Calliope considered. She had only so much time while Zuzal was available so as to keep medical appeased that she wasn’t left unattended. As far as she knew no one had bothered to compare her records from yesterday, but if they did, she’d prefer it was a forgivable, explainable ‘aberration’. She couldn’t waste her opportunity with Zuzal’s free time. She leaned back in the chair. “Just the shave. I can come back another time.”

“As you say, Commander.” He smiled, highlighting all his age lines. “You can always come back tomorrow.” Calliope wondered how many generations of starfleet officers he’d been trimming in his service. He’d no doubt outserved her by a stretch. She felt he had more of the air of a grandfather than anything else.

“Please,” she said, “You can call me Calliope. What do you go by?”

The Antican unfurled a cape like a checkered flag to start a race and whipped it around her. “My friends call me Saldo.”

She relaxed and took a deep breath as she heard the hum of the trimmers switch on. In the mirror she watched her own face and tried to decide how she felt. What expression should she wear in that moment? She didn’t have one rise on it’s own so she sat expressionless.

“Are you ready?”

Lifting one hand up from the hem of the cape, Calliope pressed her fingers along one temple, pressing back the little stray strands that always tickled or got in her eyes. She nodded her assent. “I’m ready.”

“Good. You know, I have some philosophies about hair.”

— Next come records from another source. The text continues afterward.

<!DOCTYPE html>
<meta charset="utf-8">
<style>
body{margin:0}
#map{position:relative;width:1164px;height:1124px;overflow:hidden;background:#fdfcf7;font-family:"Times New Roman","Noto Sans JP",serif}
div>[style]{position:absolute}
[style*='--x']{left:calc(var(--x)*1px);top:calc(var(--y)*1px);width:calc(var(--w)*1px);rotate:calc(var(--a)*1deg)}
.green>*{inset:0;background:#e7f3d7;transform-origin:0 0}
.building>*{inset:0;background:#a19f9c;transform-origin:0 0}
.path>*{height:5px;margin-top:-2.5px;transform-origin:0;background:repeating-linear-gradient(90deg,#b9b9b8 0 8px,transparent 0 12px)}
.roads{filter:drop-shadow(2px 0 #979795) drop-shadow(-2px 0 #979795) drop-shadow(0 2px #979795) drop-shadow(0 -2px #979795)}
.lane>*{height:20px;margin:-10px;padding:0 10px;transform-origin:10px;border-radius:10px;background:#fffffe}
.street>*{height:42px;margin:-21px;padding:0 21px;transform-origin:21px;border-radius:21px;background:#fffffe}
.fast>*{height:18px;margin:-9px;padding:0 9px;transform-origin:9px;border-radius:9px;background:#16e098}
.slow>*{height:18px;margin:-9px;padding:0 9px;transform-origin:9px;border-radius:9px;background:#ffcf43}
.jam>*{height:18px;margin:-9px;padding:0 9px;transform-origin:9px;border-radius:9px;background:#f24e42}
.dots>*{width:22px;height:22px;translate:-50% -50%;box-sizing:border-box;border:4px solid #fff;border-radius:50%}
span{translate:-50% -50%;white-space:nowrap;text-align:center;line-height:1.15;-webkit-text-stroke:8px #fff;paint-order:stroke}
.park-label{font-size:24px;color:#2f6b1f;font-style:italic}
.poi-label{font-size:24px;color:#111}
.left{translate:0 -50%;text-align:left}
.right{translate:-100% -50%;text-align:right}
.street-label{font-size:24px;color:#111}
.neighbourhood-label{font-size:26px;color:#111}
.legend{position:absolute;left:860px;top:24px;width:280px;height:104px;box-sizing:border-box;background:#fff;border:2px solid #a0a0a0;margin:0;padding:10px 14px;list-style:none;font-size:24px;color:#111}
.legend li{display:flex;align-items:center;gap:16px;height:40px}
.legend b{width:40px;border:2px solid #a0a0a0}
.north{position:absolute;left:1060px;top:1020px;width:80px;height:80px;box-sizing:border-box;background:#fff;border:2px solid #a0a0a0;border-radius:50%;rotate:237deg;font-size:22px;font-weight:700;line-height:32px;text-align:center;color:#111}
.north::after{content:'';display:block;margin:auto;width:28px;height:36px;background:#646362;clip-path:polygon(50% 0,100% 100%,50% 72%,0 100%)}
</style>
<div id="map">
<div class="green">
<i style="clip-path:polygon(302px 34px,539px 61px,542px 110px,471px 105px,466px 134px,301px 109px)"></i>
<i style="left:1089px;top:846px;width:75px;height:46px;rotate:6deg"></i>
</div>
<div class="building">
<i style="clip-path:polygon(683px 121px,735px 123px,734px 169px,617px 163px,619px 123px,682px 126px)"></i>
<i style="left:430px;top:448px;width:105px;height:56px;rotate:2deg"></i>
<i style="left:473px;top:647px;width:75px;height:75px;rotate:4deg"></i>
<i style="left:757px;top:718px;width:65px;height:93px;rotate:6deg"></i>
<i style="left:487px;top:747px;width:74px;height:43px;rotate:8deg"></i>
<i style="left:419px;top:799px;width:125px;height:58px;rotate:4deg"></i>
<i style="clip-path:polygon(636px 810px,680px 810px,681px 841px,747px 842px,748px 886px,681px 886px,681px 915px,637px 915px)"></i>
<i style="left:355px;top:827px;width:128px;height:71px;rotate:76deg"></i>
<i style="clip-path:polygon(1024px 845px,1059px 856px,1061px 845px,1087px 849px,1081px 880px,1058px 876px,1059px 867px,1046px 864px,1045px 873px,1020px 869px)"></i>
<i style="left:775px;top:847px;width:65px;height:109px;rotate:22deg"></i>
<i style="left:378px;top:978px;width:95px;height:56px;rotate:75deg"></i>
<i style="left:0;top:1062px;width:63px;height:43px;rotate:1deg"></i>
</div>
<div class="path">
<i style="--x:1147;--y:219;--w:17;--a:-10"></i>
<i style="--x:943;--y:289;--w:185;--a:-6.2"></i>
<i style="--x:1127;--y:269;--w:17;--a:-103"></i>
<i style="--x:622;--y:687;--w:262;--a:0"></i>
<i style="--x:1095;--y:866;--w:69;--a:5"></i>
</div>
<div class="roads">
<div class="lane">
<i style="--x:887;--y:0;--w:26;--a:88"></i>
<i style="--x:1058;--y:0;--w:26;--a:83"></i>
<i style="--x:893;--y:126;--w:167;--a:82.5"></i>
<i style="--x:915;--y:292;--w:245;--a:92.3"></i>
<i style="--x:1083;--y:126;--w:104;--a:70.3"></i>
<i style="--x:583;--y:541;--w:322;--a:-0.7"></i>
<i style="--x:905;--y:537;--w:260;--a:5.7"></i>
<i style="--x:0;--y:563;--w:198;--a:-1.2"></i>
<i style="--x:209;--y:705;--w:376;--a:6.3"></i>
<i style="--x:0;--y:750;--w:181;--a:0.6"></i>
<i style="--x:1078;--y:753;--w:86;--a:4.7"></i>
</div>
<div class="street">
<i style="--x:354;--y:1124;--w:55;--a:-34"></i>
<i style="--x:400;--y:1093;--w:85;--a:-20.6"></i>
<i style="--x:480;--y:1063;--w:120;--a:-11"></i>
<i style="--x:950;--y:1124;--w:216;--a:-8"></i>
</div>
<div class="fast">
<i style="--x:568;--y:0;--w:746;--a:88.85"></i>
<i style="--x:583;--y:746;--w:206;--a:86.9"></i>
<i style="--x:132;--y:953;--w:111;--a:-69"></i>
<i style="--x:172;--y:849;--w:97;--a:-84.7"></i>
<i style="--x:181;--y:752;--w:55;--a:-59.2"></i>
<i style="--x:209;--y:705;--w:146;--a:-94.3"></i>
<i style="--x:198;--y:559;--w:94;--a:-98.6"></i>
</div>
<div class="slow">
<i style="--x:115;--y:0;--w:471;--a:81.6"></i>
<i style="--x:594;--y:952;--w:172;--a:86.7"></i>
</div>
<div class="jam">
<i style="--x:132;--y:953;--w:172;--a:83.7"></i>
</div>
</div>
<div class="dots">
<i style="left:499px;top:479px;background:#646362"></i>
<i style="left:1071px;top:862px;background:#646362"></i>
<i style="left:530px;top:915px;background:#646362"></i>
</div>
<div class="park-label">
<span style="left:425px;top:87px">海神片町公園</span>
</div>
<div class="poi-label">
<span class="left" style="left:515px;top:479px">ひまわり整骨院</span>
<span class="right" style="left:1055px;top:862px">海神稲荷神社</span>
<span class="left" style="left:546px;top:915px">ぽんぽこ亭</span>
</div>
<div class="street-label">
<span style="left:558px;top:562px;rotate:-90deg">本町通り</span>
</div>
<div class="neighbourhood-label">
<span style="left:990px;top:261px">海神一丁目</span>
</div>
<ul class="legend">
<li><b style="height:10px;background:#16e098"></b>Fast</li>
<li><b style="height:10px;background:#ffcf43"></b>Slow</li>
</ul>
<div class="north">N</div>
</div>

Calliope didn’t speak. It wasn’t quite like being at the dentist with appliances in one's mouth, but as Saldo’s hand pressed padded fingertips against her forehead to position and turn her to accommodate the shearing, she felt a no less similar passive experience settle over her. “Oh?” was all she said. She wasn’t entirely surprised that a careerist Starfleet Barber would have a philosophy about his own field. And some part of her was actually deeply curious in spite of her own overwhelming woes. She closed her eyes and listened.

“Yes. You see, hair physiologically speaking, is a thing that expresses us as it emanates from the inside, out, and is also a mode that we express ourselves through by styling it, also displaying something of the inside on the outside, emotively. It’s got a living root, but is otherwise a sort of remainder of our living bodies.

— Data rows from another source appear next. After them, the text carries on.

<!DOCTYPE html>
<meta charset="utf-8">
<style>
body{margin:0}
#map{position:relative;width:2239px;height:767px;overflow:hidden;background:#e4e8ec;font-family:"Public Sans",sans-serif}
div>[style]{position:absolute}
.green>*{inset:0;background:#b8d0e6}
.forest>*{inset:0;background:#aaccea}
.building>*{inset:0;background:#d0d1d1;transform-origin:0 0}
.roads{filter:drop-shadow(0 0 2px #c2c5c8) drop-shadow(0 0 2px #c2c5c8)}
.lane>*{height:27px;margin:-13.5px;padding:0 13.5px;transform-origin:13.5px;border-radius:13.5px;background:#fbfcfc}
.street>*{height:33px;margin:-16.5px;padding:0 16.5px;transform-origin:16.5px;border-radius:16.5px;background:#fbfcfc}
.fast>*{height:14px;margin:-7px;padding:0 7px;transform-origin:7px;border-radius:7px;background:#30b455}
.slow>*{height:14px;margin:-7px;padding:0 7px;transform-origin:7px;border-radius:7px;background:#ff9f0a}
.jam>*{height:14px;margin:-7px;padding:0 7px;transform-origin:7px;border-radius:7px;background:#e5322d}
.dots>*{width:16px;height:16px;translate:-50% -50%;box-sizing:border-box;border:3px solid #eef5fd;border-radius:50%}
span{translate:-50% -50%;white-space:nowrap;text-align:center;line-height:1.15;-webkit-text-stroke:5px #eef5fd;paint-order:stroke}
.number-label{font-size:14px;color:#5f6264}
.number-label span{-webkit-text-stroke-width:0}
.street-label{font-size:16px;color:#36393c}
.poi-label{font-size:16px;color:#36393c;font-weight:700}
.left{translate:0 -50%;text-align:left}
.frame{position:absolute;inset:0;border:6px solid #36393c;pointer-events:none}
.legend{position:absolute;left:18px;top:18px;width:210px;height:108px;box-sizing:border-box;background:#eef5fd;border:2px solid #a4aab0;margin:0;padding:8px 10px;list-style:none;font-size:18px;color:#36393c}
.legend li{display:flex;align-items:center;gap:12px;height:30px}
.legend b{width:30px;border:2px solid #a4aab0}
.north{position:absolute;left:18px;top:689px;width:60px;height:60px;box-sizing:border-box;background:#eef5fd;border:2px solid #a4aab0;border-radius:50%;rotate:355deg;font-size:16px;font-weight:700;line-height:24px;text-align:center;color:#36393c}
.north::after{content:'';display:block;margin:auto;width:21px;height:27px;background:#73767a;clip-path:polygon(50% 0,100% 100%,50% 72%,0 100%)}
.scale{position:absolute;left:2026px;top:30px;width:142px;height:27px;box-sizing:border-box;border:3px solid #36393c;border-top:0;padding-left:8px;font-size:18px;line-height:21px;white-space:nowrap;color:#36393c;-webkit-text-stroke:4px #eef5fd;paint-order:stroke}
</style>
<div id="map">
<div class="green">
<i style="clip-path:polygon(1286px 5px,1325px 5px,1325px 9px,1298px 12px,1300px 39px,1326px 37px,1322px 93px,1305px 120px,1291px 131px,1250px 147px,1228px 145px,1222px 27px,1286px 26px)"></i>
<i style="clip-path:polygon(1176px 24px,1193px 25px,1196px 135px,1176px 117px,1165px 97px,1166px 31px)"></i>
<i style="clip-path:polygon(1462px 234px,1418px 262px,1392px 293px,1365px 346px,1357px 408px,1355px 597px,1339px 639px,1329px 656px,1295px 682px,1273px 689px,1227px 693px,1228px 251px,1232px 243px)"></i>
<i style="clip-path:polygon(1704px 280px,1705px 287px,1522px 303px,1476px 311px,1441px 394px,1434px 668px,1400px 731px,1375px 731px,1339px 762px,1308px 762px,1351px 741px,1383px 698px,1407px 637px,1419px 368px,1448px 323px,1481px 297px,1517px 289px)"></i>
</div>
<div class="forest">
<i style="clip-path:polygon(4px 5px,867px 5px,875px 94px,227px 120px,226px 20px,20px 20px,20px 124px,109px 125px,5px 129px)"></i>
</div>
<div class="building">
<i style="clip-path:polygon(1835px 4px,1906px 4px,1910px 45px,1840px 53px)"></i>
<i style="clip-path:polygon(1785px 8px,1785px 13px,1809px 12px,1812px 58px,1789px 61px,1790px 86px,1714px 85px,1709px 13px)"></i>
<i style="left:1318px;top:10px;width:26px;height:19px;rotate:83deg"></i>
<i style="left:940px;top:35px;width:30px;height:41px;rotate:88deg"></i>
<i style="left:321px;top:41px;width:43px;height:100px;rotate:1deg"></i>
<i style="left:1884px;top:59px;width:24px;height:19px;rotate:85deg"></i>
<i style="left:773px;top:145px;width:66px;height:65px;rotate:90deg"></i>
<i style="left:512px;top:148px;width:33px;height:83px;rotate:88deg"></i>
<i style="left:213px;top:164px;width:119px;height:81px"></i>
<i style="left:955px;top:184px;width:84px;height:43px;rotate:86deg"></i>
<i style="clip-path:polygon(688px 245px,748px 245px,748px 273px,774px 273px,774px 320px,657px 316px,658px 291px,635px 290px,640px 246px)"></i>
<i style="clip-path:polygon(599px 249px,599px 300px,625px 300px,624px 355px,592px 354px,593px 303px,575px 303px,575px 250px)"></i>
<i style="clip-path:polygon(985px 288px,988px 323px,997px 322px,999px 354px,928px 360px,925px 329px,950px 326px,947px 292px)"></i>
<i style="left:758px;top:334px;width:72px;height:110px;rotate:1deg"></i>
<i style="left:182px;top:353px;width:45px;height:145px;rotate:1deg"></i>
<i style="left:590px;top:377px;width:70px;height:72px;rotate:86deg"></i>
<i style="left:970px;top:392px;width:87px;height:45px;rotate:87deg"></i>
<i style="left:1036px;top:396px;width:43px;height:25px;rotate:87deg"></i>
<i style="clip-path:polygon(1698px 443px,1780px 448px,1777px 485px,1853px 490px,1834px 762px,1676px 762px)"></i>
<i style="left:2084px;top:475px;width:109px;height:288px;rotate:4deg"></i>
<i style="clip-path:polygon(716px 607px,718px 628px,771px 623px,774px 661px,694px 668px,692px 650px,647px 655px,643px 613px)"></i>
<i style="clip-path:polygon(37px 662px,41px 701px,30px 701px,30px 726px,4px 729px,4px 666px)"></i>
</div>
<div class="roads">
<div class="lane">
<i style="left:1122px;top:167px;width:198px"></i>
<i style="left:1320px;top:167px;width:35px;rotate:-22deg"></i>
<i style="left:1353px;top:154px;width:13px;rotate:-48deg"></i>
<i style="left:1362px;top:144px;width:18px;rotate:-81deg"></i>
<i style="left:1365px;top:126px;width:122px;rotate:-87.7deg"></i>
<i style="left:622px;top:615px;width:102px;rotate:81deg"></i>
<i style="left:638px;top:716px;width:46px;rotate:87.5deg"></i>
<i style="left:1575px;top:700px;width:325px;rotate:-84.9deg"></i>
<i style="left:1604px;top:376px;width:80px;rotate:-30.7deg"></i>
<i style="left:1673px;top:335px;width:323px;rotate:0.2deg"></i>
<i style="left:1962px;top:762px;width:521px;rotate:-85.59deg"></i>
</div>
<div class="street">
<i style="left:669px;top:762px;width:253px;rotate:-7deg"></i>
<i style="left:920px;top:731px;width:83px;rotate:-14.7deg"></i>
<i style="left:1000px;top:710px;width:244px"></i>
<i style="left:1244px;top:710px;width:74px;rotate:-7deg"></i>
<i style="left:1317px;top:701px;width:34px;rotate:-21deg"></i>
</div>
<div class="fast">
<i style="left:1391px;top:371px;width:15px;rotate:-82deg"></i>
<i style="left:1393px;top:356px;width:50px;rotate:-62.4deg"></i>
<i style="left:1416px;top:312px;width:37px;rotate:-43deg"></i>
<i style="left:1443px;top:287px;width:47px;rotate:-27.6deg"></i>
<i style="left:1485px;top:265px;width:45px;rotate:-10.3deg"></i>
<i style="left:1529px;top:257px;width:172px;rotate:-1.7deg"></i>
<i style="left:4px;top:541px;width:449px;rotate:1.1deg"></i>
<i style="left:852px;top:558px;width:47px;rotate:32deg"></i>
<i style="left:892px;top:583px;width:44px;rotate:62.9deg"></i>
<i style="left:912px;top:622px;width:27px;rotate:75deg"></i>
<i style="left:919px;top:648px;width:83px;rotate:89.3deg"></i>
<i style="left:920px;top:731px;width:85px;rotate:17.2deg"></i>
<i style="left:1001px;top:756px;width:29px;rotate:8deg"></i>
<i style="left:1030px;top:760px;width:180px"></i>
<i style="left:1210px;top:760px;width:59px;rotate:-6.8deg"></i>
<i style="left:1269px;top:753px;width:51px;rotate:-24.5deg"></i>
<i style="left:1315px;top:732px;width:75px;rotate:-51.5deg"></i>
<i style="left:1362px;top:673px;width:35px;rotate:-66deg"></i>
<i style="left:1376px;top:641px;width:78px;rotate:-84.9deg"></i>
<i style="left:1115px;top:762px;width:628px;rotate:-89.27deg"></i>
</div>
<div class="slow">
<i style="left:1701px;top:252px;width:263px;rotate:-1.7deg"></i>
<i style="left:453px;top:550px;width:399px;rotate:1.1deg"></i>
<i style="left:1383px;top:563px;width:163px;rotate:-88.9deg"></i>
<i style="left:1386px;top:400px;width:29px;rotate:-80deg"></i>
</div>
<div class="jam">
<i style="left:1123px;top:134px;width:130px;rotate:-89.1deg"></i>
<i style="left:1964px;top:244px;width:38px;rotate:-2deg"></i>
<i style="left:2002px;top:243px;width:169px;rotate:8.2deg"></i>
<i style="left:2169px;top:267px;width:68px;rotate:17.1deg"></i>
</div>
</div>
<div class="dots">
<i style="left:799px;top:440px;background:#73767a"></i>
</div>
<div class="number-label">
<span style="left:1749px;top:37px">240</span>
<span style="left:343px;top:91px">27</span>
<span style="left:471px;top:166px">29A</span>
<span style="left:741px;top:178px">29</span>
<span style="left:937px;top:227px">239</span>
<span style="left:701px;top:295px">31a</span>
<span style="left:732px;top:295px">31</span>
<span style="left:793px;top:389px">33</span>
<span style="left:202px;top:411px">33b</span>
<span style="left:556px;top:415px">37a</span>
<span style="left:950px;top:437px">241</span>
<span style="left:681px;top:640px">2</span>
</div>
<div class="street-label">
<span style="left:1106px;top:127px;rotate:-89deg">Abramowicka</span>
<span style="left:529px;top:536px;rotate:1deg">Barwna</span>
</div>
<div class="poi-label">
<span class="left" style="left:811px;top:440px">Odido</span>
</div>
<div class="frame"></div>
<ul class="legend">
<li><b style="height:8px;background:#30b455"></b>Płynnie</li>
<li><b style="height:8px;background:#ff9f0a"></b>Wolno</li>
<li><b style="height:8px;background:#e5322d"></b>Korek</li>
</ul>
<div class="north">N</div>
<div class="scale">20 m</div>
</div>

A lot of cultures have different practices surrounding their hair. It’s often a covering, expressed almost the same way as shelter, or a practice surrounding humility. Which is a little baffling because, in some cases, the humble thing to do is to never cut it. Yet in others, to remove it completely is an act of contrition or dedication to an order— removing the hair makes such people part of a unit, or a brotherhood, like a monastic tradition or a military battalion. It likens them to one another, removing that individual mode of expression.

But on the other hand of that yet, there is incredible folklore about mighty warriors gaining power from their long locks. Their enemy hacks it away from them usually by trickery or threat to something else they love. Losing their magical hair is practically a death sentence to such figures. Still in every one of those stories…

While everyone has forgotten and forsaken them and moved on, the hair grows back. And so does their individual might. And…”

She felt Saldo whip the cape away and opened her big dark eyes into the face in the mirror. It was her, but without the crowning halo of dense dark hair. Just her.

“...the enemy is usually very, very sorry in the end.”